Student EMC Hardware Design Competition
The EMC Society would like to invite students currently enrolled in a college or university at either the graduate or undergraduate level to submit a hardware design that demonstrates clear and convincing understanding of a fundamental electromagnetic interference (EMI) or signal/power integrity (SIPI) control methodology or technique. Examples of possible hardware design topics are provided at the end of this description.
Students may enter as individuals or as teams comprised entirely of students. It is expected that all students will be reporting to a faculty member/professor. Individual or team entries are limited to one team per faculty member/professor. The faculty member/professor advising the students must submit a letter or email verifying the submitted design is the original work of the students.
Proposals should include a description of the demonstration to be performed with sufficient detail to convey a technical understanding to the chairs of the EMC or SIPI topic to be demonstrated. Entrants are required to submit a brief video recording of approximately 5 minutes that demonstrates a functional design together with any/all measurement activities illustrating the fundamental EMI or SIPI control methodology or technique embodied in the design.
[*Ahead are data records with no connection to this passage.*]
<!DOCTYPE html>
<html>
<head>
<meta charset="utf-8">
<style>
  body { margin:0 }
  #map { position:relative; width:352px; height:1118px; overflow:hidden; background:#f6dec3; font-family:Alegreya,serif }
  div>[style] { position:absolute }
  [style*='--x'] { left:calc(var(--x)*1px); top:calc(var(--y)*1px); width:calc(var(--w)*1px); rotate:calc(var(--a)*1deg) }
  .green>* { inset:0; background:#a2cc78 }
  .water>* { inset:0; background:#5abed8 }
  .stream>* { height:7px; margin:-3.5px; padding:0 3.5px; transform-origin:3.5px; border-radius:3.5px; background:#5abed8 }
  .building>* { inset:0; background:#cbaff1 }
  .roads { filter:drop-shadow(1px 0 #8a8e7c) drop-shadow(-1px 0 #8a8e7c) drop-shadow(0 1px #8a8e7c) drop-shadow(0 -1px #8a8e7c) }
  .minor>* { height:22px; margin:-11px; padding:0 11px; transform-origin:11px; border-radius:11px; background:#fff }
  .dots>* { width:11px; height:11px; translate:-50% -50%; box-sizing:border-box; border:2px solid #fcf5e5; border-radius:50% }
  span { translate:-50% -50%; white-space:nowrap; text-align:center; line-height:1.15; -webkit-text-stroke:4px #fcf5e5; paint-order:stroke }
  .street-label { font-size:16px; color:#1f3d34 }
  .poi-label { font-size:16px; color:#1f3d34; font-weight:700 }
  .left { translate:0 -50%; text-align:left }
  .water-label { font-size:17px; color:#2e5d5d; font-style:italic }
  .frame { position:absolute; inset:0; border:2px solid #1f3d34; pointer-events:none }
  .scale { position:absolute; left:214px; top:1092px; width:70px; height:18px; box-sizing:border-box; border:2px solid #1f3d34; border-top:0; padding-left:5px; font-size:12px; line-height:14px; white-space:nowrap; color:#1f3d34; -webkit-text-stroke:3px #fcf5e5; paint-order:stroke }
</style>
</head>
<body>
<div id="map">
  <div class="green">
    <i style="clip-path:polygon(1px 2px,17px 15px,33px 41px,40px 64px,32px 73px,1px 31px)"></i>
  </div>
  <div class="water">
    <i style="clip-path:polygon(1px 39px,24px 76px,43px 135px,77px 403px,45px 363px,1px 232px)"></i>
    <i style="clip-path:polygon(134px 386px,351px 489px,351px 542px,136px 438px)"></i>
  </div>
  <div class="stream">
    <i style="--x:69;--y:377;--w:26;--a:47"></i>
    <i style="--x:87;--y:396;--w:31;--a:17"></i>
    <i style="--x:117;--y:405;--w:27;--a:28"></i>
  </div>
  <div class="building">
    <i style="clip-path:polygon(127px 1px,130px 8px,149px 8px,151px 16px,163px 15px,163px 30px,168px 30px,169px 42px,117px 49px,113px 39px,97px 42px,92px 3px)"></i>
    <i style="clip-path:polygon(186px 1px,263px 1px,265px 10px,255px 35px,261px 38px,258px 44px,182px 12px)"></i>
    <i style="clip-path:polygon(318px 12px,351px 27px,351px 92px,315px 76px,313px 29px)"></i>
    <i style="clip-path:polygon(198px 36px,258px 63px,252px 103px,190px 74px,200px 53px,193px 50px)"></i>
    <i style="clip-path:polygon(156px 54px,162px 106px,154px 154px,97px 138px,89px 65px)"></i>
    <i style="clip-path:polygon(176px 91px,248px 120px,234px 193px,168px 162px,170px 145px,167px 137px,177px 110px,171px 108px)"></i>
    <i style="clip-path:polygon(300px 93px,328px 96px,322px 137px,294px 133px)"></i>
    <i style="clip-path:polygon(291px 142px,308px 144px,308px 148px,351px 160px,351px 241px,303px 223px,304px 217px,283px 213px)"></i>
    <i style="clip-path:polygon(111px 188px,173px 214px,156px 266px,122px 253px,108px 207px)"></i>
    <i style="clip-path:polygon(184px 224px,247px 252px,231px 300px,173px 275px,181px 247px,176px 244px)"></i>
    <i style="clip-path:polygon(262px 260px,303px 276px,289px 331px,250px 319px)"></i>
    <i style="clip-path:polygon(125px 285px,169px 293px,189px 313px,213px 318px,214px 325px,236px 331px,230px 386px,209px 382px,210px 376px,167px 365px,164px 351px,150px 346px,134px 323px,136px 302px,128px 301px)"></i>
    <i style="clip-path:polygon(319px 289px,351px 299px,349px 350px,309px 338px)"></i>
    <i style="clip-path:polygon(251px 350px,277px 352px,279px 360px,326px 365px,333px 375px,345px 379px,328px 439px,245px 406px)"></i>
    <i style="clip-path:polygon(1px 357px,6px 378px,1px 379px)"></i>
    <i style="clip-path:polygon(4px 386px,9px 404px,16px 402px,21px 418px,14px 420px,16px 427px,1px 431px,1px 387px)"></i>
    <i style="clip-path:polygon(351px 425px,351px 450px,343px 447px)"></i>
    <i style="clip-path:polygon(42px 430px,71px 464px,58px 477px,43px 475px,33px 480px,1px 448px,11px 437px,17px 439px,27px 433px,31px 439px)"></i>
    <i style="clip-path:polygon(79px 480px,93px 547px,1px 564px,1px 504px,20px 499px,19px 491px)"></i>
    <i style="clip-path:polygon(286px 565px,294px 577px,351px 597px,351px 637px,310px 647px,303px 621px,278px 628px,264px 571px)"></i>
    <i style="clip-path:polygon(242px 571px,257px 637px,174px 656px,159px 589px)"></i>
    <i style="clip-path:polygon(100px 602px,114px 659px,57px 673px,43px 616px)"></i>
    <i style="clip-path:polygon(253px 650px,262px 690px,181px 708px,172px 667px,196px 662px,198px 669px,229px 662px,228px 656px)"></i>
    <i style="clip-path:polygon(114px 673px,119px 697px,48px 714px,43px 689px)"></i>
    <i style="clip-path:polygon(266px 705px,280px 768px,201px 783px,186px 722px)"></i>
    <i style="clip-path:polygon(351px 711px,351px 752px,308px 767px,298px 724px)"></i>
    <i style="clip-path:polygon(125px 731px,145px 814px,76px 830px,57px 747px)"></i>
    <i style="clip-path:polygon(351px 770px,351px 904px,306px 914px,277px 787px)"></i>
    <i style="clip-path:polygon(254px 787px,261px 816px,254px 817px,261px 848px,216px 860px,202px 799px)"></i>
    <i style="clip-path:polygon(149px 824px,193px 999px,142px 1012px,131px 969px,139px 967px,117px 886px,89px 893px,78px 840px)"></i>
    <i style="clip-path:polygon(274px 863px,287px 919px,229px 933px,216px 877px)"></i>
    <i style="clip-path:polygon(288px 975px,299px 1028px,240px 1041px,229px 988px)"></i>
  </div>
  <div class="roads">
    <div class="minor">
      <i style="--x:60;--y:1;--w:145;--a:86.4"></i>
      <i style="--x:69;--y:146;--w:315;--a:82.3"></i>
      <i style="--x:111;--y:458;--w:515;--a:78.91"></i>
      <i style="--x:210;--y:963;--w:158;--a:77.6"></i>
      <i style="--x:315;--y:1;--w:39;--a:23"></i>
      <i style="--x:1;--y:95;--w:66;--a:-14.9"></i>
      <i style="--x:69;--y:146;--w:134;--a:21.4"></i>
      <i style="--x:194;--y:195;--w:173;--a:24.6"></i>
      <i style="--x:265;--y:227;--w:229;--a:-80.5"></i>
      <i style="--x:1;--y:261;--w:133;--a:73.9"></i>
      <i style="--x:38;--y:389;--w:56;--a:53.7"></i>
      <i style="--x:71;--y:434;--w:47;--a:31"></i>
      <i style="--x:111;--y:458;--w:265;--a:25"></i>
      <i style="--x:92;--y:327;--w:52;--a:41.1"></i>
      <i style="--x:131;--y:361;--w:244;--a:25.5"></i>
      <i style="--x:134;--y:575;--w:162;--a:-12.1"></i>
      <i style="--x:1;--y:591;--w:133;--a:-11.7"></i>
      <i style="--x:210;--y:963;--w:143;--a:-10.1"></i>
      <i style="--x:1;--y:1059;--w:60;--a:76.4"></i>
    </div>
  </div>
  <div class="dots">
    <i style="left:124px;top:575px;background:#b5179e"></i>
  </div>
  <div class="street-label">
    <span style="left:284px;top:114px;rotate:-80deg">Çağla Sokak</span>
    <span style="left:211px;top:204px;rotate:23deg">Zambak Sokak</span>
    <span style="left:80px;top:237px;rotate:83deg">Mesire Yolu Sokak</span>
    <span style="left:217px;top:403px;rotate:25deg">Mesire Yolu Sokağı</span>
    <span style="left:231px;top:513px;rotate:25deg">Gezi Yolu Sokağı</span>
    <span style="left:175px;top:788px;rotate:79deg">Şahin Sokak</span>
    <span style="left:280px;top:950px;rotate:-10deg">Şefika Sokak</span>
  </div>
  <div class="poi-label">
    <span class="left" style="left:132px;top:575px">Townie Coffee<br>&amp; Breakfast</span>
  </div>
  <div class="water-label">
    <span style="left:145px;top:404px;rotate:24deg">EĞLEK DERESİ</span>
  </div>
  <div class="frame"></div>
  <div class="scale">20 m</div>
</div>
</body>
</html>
A written report is not required, but may be submitted, that describes how the design conveys a clear and convincing understanding of the fundamental EMI or SIPI control methodology or technique embodied in the design.
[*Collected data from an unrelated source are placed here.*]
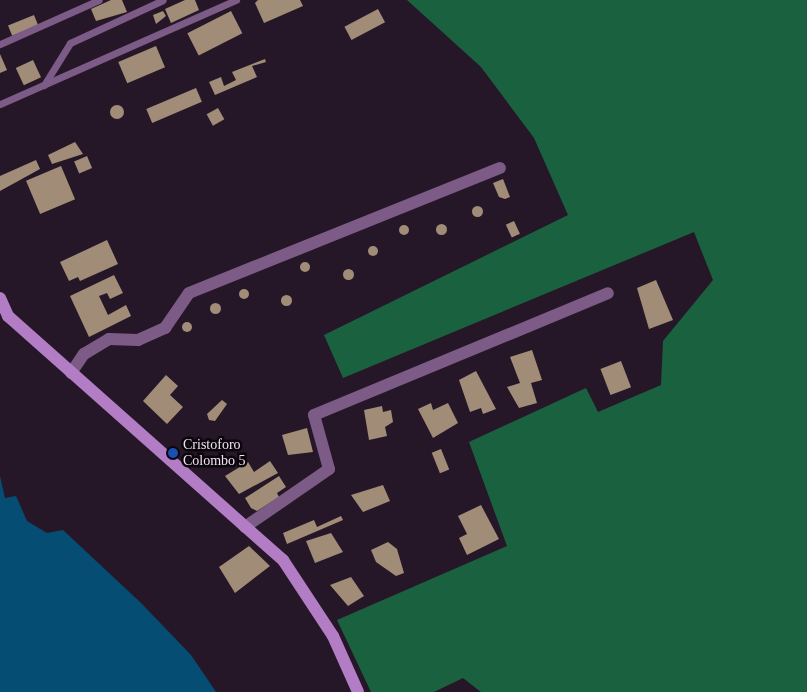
<!DOCTYPE html>
<html>
<head>
<meta charset="utf-8">
<style>
  body { margin:0 }
  #map { position:relative; width:807px; height:692px; overflow:hidden; background:#261728; font-family:"Times New Roman",serif }
  div>[style] { position:absolute }
  .forest>* { inset:0; background:#1a623f }
  .water>* { inset:0; background:#064d74 }
  .building>* { inset:0; background:#a18d77; transform-origin:0 0 }
  .round { border-radius:50% }
  .service>* { height:7px; margin:-3.5px; padding:0 3.5px; transform-origin:3.5px; border-radius:3.5px; background:#7c5b87 }
  .minor>* { height:12px; margin:-6px; padding:0 6px; transform-origin:6px; border-radius:6px; background:#7c5b87 }
  .secondary>* { height:12px; margin:-6px; padding:0 6px; transform-origin:6px; border-radius:6px; background:#b37dc5 }
  .dots>* { width:14px; height:14px; translate:-50% -50%; box-sizing:border-box; border:2px solid #0b050c; border-radius:50% }
  span { translate:-50% -50%; white-space:nowrap; text-align:center; line-height:1.15; -webkit-text-stroke:5px #0b050c; paint-order:stroke }
  .poi-label { font-size:14px; color:#eee4f0 }
  .left { translate:0 -50%; text-align:left }
</style>
</head>
<body>
<div id="map">
  <div class="forest">
    <i style="clip-path:polygon(407px 0,807px 0,807px 692px,481px 692px,463px 678px,434px 692px,371px 692px,337px 620px,507px 546px,469px 442px,586px 388px,598px 412px,661px 385px,663px 341px,713px 280px,694px 232px,343px 378px,324px 335px,568px 215px,534px 138px,481px 67px)"></i>
  </div>
  <div class="water">
    <i style="clip-path:polygon(0 476px,5px 498px,16px 496px,27px 521px,47px 533px,63px 530px,141px 603px,191px 655px,216px 692px,0 692px)"></i>
  </div>
  <div class="building">
    <i style="clip-path:polygon(111px 0,122px 0,127px 12px,96px 21px,91px 9px)"></i>
    <i style="clip-path:polygon(185px 0,195px 0,199px 10px,171px 23px,165px 9px)"></i>
    <i style="clip-path:polygon(258px 0,300px 0,303px 6px,264px 23px,255px 3px)"></i>
    <i style="left:378px;top:9px;width:15px;height:38px;rotate:62deg"></i>
    <i style="clip-path:polygon(163px 11px,166px 16px,156px 24px,153px 15px)"></i>
    <i style="left:231px;top:11px;width:25px;height:49px;rotate:63deg"></i>
    <i style="left:34px;top:15px;width:11px;height:28px;rotate:68deg"></i>
    <i style="left:156px;top:46px;width:23px;height:41px;rotate:67deg"></i>
    <i style="clip-path:polygon(0 54px,7px 70px,0 73px)"></i>
    <i style="clip-path:polygon(265px 59px,266px 62px,252px 66px,257px 77px,215px 95px,209px 82px,221px 77px,224px 86px,236px 80px,232px 72px)"></i>
    <i style="left:33px;top:60px;width:19px;height:19px;rotate:65deg"></i>
    <i style="left:196px;top:88px;width:15px;height:54px;rotate:67deg"></i>
    <i class="round" style="left:110px;top:105px;width:14px;height:14px"></i>
    <i style="left:218px;top:108px;width:13px;height:13px;rotate:61deg"></i>
    <i style="clip-path:polygon(75px 142px,83px 154px,52px 164px,48px 155px)"></i>
    <i style="left:87px;top:156px;width:13px;height:14px;rotate:67deg"></i>
    <i style="clip-path:polygon(36px 160px,40px 169px,0 191px,0 176px)"></i>
    <i style="left:61px;top:166px;width:36px;height:38px;rotate:67deg"></i>
    <i style="clip-path:polygon(503px 179px,510px 197px,505px 199px,499px 197px,493px 183px)"></i>
    <i class="round" style="left:471.5px;top:205.5px;width:11px;height:11px"></i>
    <i style="left:514px;top:221px;width:14px;height:9px;rotate:65deg"></i>
    <i class="round" style="left:435.5px;top:223.5px;width:11px;height:11px"></i>
    <i class="round" style="left:399px;top:225px;width:10px;height:10px"></i>
    <i style="clip-path:polygon(107px 240px,118px 264px,80px 281px,78px 277px,69px 281px,60px 262px)"></i>
    <i class="round" style="left:368px;top:246px;width:10px;height:10px"></i>
    <i class="round" style="left:300px;top:262px;width:10px;height:10px"></i>
    <i class="round" style="left:342.5px;top:268.5px;width:11px;height:11px"></i>
    <i style="clip-path:polygon(114px 275px,123px 293px,110px 299px,107px 293px,99px 296px,108px 315px,126px 305px,131px 316px,89px 337px,70px 296px)"></i>
    <i style="clip-path:polygon(656px 280px,673px 320px,649px 329px,637px 288px)"></i>
    <i class="round" style="left:239px;top:289px;width:10px;height:10px"></i>
    <i class="round" style="left:280.5px;top:294.5px;width:11px;height:11px"></i>
    <i class="round" style="left:209.5px;top:302.5px;width:11px;height:11px"></i>
    <i class="round" style="left:182px;top:322px;width:10px;height:10px"></i>
    <i style="clip-path:polygon(532px 350px,542px 380px,531px 383px,537px 403px,519px 408px,507px 387px,520px 383px,510px 357px)"></i>
    <i style="left:621px;top:361px;width:28px;height:22px;rotate:69deg"></i>
    <i style="clip-path:polygon(476px 371px,496px 409px,483px 414px,481px 408px,470px 412px,459px 380px)"></i>
    <i style="clip-path:polygon(166px 375px,178px 386px,170px 395px,183px 407px,167px 424px,143px 401px)"></i>
    <i style="clip-path:polygon(222px 400px,227px 404px,215px 421px,209px 420px,207px 414px)"></i>
    <i style="clip-path:polygon(431px 403px,433px 410px,448px 403px,458px 423px,433px 438px,418px 409px)"></i>
    <i style="clip-path:polygon(382px 406px,383px 412px,391px 410px,393px 422px,385px 427px,387px 436px,369px 440px,364px 410px)"></i>
    <i style="clip-path:polygon(307px 428px,313px 452px,288px 455px,282px 435px)"></i>
    <i style="left:441px;top:449px;width:22px;height:10px;rotate:68deg"></i>
    <i style="clip-path:polygon(214px 456px,219px 462px,211px 467px,207px 461px)"></i>
    <i style="clip-path:polygon(270px 461px,278px 473px,239px 494px,225px 476px,248px 462px,254px 472px)"></i>
    <i style="clip-path:polygon(279px 476px,286px 487px,277px 493px,279px 497px,257px 511px,251px 508px,245px 498px)"></i>
    <i style="clip-path:polygon(383px 485px,390px 501px,363px 512px,351px 495px)"></i>
    <i style="clip-path:polygon(481px 505px,499px 539px,467px 555px,459px 538px,467px 534px,458px 516px)"></i>
    <i style="clip-path:polygon(341px 516px,343px 520px,287px 544px,283px 533px,314px 520px,317px 527px)"></i>
    <i style="clip-path:polygon(331px 533px,343px 552px,315px 563px,306px 541px)"></i>
    <i style="clip-path:polygon(388px 542px,397px 549px,404px 573px,396px 576px,376px 562px,371px 550px)"></i>
    <i style="clip-path:polygon(249px 546px,270px 566px,235px 593px,219px 567px)"></i>
    <i style="clip-path:polygon(351px 577px,364px 596px,348px 606px,330px 585px)"></i>
  </div>
  <div class="service">
    <i style="left:0;top:44px;width:108px;rotate:-24deg"></i>
    <i style="left:44px;top:85px;width:49px;rotate:-58.2deg"></i>
    <i style="left:70px;top:43px;width:102px;rotate:-24.8deg"></i>
    <i style="left:0;top:104px;width:258px;rotate:-23.8deg"></i>
  </div>
  <div class="minor">
    <i style="left:71px;top:373px;width:23px;rotate:-56deg"></i>
    <i style="left:84px;top:354px;width:29px;rotate:-31deg"></i>
    <i style="left:109px;top:339px;width:29px;rotate:2deg"></i>
    <i style="left:138px;top:340px;width:30px;rotate:-24deg"></i>
    <i style="left:165px;top:328px;width:42px;rotate:-55.6deg"></i>
    <i style="left:189px;top:293px;width:335px;rotate:-21.9deg"></i>
    <i style="left:245px;top:527px;width:102px;rotate:-34.6deg"></i>
    <i style="left:329px;top:469px;width:56px;rotate:-105.5deg"></i>
    <i style="left:314px;top:415px;width:318px;rotate:-22.5deg"></i>
  </div>
  <div class="secondary">
    <i style="left:0;top:298px;width:20px;rotate:66deg"></i>
    <i style="left:8px;top:316px;width:368px;rotate:41.6deg"></i>
    <i style="left:283px;top:560px;width:91px;rotate:56.7deg"></i>
    <i style="left:333px;top:636px;width:61px;rotate:65.9deg"></i>
  </div>
  <div class="dots">
    <i style="left:173px;top:453px;background:#1a4fb4"></i>
  </div>
  <div class="poi-label">
    <span class="left" style="left:183px;top:453px">Cristoforo<br>Colombo 5</span>
  </div>
</div>
</body>
</html>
All submittals will be judged by a team comprising several EMC Society Education Committee members based on technical design, creativity, and educational merit/value.
Submittals are due NLT 11:59 PM Central Time, 15 April 2021. Acceptance notification will be sent out no later than 30 April 2021.
The winning entry will receive a prize of $900 (USD). The second-place team will receive a prize of $500 (USD). Award recipients will need to complete the appropriate US Department of the Treasury Internal Revenue Service forms as required by the IEEE. Travel stipend recipients will need to complete an expense account report for reimbursement.
Please contact us with any questions:
Bob Scully: email@example.com
Bogdan Adamczyk: firstname.lastname@example.org
A partial list of potential hardware topics includes:
- Application of magnetic pickup loops and current probes
- Transmission-line effects on PCBs
- Coupling and multi-conductor transmission lines
- Use of ferrites for EMI control
- Measurement versus calculation of signal spectra
- Minimizing magnetic field susceptibility
- Measurement and control of EMI in spread spectrum systems
- Measurement of common versus differential mode coupling
- Proper application of LISNs
- Electrostatic discharge phenomena
- Effects of clock frequencies
- Mode stirring
- Electromagnetic leakage through seams and joints
- Electromagnetic product safety
- Signal integrity issues for PCBs
- EMC filters
- Decoupling strategies
- CM in differential signaling
- Non-ideal behavior of components
- SMPS snubber design and effectiveness
- Shielding effectiveness
- Common-impedance coupling
Note: Student groups are expected to complete the project largely on their own. Advisors should limit their help to answering basic EMC questions from the students once the project has begun. For example, it is perfectly acceptable to answer a basic question about the importance of controlling the current return path. Suggesting how components might be placed in the contest design problem to better control the current return path, however, might give an unfair advantage. A design review by an advisor or someone outside the group would certainly go too far.